What can we learn from the Crowdstrike IT outage?

BlackHatMEA

The Crowdstrike global IT outage caused widespread disruption, with critical industries put at risk as some of their services stalled. Now, we’re seeing large corporations (like Delta Airlines) bringing lawsuits against Crowdstrike, as industries work to overcome the ongoing impact of IT failures.

We asked Yassir Abousselham (Founder and CEO at Silicon Valley Cyber) to share his perspective on the media response and the lessons we can learn from the Crowdstrike outage.

Here’s what he told us.

What was your impression of the response to the Crowdstrike outage – both the response we saw in the mainstream media, and the response you observed among the cybersecurity community?

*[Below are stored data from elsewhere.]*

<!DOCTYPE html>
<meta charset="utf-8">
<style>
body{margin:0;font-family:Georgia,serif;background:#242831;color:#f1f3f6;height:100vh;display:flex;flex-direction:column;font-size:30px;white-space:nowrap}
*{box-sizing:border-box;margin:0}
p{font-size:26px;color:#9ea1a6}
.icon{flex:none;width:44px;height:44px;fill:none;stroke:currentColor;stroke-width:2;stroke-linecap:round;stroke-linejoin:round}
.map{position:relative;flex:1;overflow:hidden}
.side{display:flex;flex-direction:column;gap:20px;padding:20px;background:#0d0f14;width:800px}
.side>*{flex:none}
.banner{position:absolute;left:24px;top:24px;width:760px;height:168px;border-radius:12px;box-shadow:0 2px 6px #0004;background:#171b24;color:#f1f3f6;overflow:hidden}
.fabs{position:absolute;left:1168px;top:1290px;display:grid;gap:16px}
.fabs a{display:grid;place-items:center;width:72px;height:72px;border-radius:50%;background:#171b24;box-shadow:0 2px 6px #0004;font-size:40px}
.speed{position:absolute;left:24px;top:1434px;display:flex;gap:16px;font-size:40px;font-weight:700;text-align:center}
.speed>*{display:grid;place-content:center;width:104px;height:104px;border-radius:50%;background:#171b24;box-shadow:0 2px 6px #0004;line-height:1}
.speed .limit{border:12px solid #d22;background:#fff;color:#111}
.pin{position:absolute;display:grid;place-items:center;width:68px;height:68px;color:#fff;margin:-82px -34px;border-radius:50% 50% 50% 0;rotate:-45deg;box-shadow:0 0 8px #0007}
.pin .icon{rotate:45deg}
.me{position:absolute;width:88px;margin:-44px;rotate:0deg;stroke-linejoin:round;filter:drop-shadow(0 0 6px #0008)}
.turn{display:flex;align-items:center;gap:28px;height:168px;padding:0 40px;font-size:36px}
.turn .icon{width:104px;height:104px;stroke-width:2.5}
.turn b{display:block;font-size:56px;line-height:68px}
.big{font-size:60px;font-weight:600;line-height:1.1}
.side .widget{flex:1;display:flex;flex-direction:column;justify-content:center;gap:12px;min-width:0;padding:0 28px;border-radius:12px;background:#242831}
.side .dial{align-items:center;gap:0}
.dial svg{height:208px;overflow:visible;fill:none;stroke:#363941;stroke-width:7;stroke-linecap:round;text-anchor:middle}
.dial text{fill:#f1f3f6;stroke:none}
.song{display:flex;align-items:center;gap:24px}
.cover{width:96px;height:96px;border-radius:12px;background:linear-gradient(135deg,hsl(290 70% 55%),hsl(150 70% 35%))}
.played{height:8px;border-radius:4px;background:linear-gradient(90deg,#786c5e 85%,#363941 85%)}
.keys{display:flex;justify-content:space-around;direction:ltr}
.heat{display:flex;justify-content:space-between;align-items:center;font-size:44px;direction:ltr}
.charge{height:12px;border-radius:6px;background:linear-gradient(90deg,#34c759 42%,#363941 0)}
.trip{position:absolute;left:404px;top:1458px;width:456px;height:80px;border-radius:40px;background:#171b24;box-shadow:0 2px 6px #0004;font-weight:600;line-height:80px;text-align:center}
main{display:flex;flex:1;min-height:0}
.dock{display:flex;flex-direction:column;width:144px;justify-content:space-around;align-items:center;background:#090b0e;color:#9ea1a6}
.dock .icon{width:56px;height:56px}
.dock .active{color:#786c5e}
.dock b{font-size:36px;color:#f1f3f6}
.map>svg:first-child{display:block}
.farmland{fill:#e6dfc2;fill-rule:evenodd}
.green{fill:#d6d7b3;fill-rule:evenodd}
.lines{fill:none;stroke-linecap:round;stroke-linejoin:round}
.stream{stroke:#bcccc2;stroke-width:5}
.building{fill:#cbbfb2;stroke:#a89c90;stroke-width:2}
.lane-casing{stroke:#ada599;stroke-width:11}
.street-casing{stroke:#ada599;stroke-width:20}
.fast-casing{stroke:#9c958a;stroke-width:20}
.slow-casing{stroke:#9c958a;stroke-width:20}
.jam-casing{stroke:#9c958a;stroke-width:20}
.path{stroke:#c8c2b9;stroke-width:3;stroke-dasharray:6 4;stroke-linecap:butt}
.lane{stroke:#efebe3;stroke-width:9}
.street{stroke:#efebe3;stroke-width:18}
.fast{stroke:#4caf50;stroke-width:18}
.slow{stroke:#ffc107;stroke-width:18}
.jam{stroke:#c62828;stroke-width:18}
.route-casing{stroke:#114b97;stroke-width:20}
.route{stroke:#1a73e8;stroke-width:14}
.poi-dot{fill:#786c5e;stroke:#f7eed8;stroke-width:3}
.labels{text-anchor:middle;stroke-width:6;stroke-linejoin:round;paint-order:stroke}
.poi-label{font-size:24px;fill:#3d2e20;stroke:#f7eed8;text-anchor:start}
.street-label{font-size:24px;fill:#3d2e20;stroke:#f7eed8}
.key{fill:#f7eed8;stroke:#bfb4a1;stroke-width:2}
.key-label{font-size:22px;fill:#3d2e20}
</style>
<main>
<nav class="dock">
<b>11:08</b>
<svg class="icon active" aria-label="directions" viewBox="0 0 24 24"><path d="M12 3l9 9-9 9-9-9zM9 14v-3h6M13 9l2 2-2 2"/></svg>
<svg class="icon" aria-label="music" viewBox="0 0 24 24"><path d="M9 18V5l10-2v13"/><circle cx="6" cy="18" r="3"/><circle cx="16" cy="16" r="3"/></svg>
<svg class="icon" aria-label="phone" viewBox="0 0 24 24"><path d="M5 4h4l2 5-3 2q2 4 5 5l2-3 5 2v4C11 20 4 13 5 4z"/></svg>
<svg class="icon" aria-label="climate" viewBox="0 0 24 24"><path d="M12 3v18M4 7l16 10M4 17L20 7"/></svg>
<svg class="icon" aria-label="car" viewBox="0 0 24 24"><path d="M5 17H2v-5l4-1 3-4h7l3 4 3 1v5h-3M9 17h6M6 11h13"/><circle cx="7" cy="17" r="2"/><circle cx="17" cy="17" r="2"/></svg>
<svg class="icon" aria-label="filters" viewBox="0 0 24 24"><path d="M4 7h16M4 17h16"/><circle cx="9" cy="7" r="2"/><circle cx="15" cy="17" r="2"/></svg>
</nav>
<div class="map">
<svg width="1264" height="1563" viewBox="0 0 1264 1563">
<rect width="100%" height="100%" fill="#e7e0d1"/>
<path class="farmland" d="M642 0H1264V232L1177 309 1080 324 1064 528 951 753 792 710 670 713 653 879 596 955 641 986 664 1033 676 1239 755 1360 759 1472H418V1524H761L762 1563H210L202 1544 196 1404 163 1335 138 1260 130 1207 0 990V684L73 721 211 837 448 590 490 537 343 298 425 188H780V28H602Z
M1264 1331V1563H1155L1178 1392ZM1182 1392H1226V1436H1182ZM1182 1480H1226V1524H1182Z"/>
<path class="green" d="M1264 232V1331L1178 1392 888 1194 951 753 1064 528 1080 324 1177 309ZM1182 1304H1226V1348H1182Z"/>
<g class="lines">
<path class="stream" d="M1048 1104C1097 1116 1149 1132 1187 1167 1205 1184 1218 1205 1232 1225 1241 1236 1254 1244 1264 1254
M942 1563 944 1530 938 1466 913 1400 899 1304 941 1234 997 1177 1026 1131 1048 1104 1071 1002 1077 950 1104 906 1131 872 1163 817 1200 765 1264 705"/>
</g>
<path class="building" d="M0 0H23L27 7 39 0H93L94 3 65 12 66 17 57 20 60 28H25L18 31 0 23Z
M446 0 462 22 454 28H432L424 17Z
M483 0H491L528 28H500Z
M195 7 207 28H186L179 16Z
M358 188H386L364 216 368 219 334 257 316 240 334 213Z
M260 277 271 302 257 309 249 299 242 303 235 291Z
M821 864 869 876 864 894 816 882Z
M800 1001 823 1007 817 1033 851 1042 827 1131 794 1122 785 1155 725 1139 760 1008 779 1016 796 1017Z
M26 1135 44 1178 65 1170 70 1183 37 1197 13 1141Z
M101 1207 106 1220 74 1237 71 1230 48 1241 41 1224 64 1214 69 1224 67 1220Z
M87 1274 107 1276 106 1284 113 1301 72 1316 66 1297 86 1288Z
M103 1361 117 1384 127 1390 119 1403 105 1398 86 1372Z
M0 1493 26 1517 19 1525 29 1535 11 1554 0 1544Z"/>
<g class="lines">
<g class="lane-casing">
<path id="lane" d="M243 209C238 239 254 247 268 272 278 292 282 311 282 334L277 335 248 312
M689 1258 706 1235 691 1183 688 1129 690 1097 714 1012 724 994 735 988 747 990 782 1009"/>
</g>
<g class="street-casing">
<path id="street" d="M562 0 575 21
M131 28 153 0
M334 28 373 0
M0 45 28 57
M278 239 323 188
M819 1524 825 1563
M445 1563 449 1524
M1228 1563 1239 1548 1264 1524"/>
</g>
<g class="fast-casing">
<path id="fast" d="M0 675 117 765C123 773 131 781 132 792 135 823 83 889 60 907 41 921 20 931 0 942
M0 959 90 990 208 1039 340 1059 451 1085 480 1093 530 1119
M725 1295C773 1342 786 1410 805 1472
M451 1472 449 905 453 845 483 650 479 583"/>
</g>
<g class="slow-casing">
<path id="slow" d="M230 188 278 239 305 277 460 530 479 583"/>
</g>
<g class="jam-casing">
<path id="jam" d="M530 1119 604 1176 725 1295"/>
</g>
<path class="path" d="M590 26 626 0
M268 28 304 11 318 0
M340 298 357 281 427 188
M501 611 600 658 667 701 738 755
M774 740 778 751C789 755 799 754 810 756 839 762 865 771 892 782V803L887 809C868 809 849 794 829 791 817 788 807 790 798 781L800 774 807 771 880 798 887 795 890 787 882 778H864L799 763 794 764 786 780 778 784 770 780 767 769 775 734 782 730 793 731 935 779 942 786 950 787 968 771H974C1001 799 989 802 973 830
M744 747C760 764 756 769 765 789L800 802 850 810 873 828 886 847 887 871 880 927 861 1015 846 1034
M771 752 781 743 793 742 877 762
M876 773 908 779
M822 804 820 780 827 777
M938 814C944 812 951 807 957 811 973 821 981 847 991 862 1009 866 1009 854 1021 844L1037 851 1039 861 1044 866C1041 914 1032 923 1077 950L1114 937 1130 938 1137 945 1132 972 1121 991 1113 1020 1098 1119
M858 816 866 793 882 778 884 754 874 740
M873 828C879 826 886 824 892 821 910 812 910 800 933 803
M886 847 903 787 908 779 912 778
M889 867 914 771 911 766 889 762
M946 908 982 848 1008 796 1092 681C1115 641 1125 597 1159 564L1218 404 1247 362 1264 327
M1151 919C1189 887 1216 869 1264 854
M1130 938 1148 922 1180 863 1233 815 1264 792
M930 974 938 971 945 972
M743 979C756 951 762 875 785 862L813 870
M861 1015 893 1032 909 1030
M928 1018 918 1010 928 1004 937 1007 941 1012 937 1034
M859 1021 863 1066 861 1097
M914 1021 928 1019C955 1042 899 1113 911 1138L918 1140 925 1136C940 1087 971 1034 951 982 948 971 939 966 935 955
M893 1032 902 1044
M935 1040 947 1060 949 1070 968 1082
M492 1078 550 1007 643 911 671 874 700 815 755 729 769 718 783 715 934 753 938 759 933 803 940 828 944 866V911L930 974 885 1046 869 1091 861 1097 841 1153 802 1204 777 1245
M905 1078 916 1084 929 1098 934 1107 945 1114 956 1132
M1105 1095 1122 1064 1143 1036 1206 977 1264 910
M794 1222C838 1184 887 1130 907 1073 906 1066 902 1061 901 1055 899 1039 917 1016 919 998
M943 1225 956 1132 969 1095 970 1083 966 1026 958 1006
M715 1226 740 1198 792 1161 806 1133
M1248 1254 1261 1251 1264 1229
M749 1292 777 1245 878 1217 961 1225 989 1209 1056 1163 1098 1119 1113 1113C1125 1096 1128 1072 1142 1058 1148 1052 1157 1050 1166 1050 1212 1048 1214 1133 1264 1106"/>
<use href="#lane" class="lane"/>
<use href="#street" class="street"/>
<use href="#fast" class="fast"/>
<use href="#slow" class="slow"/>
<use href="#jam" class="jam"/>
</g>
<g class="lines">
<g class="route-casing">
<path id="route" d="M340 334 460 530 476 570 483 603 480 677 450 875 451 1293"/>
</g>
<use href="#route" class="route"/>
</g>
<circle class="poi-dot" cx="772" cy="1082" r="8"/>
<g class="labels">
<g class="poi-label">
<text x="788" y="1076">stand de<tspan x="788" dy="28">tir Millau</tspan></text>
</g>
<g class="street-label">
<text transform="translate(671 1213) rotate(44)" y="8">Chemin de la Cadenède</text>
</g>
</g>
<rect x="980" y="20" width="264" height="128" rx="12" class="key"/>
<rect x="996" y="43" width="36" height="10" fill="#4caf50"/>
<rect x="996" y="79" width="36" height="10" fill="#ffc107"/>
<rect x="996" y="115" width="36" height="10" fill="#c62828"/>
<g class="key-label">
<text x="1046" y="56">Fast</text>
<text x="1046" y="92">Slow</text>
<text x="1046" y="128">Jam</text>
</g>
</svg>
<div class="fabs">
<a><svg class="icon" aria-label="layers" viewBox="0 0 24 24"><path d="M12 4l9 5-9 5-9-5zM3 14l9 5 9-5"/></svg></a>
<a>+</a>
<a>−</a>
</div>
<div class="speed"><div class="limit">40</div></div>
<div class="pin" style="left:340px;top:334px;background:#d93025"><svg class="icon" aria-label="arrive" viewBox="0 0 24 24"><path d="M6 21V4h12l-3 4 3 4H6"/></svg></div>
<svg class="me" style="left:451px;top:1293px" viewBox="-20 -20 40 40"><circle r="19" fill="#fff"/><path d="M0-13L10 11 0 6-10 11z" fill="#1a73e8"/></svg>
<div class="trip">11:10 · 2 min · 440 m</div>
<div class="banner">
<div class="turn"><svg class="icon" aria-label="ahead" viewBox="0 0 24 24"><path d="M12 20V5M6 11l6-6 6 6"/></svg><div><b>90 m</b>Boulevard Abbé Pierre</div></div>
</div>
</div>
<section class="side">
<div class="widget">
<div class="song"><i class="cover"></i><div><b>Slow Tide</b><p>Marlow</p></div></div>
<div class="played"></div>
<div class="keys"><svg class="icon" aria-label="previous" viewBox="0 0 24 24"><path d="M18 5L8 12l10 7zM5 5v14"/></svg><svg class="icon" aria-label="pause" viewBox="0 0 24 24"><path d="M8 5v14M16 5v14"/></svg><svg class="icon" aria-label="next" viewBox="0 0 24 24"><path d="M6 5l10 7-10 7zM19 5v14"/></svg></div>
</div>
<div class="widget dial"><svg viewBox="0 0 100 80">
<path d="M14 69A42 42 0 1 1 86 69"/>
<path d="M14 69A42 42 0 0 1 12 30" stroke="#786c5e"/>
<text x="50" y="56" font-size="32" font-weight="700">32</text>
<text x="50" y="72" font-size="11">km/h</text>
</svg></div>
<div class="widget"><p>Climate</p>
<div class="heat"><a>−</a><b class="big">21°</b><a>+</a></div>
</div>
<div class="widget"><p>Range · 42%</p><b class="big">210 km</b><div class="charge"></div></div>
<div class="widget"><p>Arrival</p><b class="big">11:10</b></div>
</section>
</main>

“Both the cybersecurity community and the media reacted with shock at the impact that a single vendor can have across industries. This reaction is typical for large-scale events that serve as a sobering reminder of the fragility of our technology-dependent economy.”

What can organisations (and particularly those in critical industries) do to increase their resilience against third party outages like this?

“To improve resilience against similar outages, organisations, especially those in critical industries, should assess the potential impact of third-party software on their service availability and update their business continuity procedures accordingly.

“Open source and commercial software with elevated system privileges, particularly those receiving updates directly from the vendor or developer, are prime targets for such assessments.

“Organisations should adopt deployment strategies that allow them to catch issues before the update is promoted to production systems. Concurrently, other mechanisms should be considered to mitigate or transfer the risk of similar events. These mechanisms include:

Developing appropriate business continuity and incident response procedures for third-party-caused outages.
Implementing centralised asset and configuration management.
Testing system recovery scenarios.
Providing backup access to users through Virtual Desktop Infrastructure or Secure Browsers on personal devices.
Ensuring vendor agreements contain appropriate indemnifications for compromises and availability-impacting events.
Confirming cyber insurance coverage for third-party-caused outages.”

“OS vendors such as Microsoft also have the responsibility to ensure that third-party code with elevated system access (e.g., Ring Zero/Kernel/System/Root) is subjected to appropriate testing. While Crowdstrike certifies new sensor releases through Microsoft’s Windows Hardware Quality Labs (WHQL) program, channel updates bypass these tests.

“Considering the large number of vendors with kernel access, the more reliable approach would be for Operating System vendors, including Microsoft, to improve the resilience of their products by implementing further guardrails to prevent similar incidents from occurring.”

How concerned should we be about the possibility of an even more serious outage incident affecting critical industries?

“Given the increasingly interconnected technology ecosystem, there is no guarantee that similar events will not occur in the future.

“Specifically, most Endpoint Detection & Response (EDR) vendors, along with those in other product categories, have kernel access in Windows. A faulty update from any of these vendors could cause a similar incident.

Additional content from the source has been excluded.